Stored data entries:
────────────────────

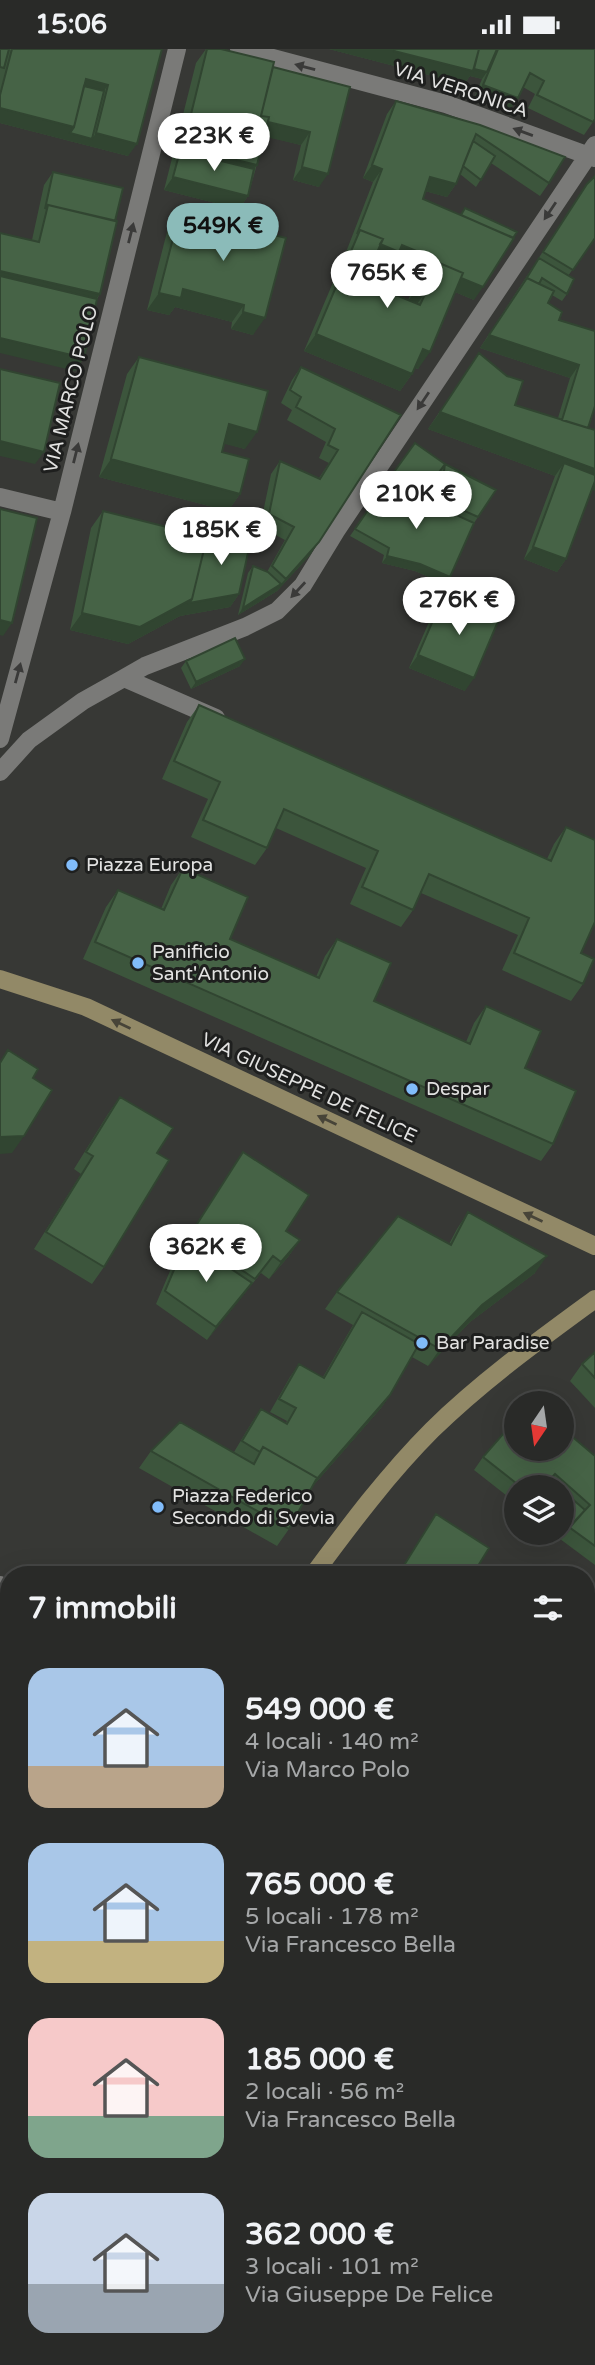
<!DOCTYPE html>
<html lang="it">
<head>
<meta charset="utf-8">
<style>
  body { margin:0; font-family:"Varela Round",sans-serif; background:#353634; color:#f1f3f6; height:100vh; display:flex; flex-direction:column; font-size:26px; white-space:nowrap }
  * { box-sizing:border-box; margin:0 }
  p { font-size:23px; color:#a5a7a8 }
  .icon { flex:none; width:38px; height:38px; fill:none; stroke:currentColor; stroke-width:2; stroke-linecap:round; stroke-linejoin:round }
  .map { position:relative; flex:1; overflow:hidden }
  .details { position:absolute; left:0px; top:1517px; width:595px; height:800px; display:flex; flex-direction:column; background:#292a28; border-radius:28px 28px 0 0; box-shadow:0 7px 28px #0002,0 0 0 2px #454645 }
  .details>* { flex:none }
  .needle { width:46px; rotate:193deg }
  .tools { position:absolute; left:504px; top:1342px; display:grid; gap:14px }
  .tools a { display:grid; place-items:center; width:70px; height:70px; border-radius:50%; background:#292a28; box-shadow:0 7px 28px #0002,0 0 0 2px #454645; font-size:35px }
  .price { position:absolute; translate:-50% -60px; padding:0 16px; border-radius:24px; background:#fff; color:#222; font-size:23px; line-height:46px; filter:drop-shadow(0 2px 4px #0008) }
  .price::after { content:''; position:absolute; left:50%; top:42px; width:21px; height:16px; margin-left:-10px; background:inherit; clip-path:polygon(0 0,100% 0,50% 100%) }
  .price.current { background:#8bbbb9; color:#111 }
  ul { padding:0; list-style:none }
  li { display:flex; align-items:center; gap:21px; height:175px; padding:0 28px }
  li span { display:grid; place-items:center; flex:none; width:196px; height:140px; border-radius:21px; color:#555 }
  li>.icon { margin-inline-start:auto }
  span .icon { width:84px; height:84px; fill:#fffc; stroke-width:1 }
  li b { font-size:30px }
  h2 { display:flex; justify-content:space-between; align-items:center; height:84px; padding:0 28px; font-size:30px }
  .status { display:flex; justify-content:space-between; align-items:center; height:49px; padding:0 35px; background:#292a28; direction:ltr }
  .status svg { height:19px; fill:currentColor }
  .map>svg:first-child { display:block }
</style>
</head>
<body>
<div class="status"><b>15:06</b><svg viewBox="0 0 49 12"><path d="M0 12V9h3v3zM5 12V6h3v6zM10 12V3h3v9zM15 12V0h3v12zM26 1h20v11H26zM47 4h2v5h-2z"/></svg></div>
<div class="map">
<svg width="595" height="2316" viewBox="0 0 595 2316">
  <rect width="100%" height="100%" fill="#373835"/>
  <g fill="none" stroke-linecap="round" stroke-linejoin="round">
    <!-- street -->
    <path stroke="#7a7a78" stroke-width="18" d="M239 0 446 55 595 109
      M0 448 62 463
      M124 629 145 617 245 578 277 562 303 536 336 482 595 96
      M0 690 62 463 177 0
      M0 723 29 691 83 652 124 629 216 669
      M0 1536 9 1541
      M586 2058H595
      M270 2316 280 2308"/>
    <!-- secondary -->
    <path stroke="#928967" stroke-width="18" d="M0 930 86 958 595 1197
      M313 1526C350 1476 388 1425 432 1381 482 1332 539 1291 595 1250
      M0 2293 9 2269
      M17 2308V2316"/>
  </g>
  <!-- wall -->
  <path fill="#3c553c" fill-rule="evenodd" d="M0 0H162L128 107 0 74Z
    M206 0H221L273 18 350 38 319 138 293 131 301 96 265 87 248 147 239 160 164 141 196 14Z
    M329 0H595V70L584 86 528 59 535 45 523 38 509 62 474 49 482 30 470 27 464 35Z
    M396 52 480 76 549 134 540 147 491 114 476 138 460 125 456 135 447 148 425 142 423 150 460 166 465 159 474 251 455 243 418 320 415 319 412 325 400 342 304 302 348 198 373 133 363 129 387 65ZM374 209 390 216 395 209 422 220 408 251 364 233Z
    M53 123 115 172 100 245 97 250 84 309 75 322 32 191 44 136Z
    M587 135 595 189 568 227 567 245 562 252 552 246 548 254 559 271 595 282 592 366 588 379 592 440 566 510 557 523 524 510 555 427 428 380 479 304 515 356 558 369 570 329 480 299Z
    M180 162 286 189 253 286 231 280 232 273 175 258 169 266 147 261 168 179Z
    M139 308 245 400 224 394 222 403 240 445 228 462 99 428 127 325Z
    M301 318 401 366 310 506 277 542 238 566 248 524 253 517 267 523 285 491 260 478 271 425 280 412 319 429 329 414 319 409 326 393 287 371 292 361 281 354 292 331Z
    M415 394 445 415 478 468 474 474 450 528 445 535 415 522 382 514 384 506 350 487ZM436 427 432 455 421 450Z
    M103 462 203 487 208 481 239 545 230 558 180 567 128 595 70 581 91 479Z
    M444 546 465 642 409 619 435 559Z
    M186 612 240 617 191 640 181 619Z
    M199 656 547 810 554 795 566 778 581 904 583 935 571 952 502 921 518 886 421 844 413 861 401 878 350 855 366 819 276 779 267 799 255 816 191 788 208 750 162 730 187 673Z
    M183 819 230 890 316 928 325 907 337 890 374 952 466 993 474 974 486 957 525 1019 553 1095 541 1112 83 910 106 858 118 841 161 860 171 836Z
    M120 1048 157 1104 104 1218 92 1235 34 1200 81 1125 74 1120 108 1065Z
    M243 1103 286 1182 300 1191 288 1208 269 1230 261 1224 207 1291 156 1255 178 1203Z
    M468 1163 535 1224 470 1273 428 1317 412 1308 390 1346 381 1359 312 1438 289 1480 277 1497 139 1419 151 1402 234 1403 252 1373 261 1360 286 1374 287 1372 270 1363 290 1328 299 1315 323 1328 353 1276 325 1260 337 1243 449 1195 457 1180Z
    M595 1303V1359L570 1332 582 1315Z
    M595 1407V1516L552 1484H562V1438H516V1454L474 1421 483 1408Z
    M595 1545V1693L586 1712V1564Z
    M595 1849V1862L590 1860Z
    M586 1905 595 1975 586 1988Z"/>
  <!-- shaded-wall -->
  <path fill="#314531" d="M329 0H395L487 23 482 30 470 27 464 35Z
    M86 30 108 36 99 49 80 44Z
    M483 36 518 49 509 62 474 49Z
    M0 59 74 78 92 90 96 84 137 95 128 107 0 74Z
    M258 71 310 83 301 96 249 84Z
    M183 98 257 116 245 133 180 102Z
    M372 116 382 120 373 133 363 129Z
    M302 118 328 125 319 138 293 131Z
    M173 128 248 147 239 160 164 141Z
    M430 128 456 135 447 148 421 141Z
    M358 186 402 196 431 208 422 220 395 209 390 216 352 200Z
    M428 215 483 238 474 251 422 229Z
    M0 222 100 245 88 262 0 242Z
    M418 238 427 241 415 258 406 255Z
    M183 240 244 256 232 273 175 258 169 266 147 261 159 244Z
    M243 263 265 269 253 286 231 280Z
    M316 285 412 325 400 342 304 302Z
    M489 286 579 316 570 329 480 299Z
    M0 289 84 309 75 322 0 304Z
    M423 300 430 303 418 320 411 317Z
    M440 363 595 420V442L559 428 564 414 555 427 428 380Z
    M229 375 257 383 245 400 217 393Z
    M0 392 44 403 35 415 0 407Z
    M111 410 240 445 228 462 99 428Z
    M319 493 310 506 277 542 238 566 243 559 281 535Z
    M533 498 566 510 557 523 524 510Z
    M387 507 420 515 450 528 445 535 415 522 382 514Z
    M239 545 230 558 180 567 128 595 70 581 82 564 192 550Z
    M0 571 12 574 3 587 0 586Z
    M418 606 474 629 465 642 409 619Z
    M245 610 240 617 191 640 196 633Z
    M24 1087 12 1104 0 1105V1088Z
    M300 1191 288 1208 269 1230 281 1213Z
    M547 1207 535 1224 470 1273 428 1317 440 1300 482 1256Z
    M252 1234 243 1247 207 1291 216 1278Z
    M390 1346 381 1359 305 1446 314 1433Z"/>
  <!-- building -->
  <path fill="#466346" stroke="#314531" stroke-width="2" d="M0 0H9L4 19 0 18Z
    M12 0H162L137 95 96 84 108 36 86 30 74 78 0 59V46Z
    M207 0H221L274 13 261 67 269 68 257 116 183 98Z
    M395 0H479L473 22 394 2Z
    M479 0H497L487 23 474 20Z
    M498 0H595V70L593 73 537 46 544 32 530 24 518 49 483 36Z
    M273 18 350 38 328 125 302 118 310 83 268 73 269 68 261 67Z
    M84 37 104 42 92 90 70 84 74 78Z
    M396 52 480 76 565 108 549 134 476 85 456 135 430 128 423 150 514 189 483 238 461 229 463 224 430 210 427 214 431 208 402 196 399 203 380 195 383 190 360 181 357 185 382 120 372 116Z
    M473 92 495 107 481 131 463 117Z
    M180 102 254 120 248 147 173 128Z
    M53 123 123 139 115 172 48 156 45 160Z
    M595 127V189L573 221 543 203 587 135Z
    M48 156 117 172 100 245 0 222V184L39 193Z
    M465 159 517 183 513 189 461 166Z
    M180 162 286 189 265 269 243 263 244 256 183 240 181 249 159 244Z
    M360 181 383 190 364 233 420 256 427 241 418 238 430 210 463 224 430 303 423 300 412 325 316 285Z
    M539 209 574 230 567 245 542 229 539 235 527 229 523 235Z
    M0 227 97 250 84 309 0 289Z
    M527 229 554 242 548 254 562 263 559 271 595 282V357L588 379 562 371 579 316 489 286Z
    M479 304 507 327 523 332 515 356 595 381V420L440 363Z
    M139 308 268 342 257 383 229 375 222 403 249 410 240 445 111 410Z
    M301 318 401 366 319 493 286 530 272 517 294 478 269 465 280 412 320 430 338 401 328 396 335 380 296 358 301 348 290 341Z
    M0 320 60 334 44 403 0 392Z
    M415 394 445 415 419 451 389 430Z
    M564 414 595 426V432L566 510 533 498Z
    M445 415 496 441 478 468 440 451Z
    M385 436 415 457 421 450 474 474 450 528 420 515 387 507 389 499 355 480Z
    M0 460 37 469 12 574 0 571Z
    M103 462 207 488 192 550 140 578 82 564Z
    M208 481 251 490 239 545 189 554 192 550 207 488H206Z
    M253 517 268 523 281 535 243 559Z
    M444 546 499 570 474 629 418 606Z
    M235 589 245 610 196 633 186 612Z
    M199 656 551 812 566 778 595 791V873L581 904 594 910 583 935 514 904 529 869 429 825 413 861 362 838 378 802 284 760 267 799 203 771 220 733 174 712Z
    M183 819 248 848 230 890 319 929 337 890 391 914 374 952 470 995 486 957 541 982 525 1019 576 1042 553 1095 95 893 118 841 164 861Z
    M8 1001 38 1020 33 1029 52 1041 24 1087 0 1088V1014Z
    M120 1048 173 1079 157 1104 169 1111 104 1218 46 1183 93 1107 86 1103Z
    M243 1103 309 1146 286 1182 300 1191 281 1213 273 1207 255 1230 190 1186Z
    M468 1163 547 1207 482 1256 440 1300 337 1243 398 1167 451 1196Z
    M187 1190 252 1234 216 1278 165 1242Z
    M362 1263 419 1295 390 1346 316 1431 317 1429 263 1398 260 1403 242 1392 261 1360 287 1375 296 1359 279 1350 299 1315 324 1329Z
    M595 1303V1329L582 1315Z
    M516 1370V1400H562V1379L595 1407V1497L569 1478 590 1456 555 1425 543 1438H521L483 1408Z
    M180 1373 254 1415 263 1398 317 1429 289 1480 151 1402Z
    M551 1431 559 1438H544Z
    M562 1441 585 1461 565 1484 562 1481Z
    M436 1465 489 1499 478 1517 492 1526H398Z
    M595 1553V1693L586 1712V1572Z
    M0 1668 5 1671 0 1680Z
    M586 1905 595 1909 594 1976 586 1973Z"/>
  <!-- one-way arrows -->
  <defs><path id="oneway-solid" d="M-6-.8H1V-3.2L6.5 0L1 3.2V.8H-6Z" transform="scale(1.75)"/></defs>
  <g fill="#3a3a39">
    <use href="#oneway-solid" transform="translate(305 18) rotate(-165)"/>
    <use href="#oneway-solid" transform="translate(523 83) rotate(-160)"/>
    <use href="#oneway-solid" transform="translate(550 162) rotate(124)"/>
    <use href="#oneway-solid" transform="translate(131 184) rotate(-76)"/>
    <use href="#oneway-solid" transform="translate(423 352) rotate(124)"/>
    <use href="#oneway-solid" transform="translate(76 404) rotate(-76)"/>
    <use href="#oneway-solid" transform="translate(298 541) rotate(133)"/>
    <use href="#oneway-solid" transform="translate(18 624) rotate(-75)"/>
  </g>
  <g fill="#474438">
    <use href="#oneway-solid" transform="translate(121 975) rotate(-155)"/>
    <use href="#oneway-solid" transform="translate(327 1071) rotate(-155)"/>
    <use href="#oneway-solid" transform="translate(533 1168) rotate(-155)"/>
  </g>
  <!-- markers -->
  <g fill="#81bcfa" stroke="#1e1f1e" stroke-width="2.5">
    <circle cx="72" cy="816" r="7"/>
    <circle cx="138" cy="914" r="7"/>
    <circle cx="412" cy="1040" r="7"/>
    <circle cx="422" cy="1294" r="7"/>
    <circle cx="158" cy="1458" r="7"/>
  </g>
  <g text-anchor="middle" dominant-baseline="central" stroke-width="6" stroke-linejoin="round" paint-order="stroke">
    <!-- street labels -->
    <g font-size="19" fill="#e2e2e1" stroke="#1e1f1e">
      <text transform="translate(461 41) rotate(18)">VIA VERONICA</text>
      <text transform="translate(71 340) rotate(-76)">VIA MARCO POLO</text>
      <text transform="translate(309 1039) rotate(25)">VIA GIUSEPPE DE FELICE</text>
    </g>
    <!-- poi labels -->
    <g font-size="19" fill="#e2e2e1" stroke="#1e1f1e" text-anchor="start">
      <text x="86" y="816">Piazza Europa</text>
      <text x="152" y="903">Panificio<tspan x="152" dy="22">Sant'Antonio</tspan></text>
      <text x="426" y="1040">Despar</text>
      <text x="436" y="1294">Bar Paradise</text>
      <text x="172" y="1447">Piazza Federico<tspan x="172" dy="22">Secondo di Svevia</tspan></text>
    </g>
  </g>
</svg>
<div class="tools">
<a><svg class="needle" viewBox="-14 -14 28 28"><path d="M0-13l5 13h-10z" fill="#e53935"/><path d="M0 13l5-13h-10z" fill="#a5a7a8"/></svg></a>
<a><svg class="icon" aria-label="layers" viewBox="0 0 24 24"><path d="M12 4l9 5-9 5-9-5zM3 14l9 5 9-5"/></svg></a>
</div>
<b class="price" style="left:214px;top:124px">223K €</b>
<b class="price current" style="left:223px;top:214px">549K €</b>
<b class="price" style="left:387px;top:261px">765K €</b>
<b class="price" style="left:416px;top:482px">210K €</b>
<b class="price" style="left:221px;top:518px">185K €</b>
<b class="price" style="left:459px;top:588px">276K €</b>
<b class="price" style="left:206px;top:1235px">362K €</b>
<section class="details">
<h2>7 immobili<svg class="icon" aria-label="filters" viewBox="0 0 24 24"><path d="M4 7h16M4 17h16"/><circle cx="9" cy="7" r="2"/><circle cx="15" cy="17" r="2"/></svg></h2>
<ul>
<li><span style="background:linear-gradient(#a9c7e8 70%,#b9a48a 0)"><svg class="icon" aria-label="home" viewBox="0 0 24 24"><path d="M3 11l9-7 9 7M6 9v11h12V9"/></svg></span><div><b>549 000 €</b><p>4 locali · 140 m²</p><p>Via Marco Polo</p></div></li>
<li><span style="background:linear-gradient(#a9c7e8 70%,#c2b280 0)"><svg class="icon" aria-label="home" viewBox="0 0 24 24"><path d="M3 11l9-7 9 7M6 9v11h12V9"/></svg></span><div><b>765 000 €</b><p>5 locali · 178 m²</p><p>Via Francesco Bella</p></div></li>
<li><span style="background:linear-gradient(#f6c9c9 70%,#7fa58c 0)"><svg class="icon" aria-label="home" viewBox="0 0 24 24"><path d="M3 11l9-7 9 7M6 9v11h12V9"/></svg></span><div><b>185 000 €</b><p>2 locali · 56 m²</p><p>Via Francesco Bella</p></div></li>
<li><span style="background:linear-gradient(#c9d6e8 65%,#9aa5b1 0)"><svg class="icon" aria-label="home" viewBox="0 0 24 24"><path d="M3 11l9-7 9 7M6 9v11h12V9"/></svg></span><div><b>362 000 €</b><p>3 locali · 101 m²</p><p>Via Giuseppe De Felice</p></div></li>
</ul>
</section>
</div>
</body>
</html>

────────────────────

Return each line of the records above in which the word "linecap" occurs.

  .icon { flex:none; width:38px; height:38px; fill:none; stroke:currentColor; stroke-width:2; stroke-linecap:round; stroke-linejoin:round }
  <g fill="none" stroke-linecap="round" stroke-linejoin="round">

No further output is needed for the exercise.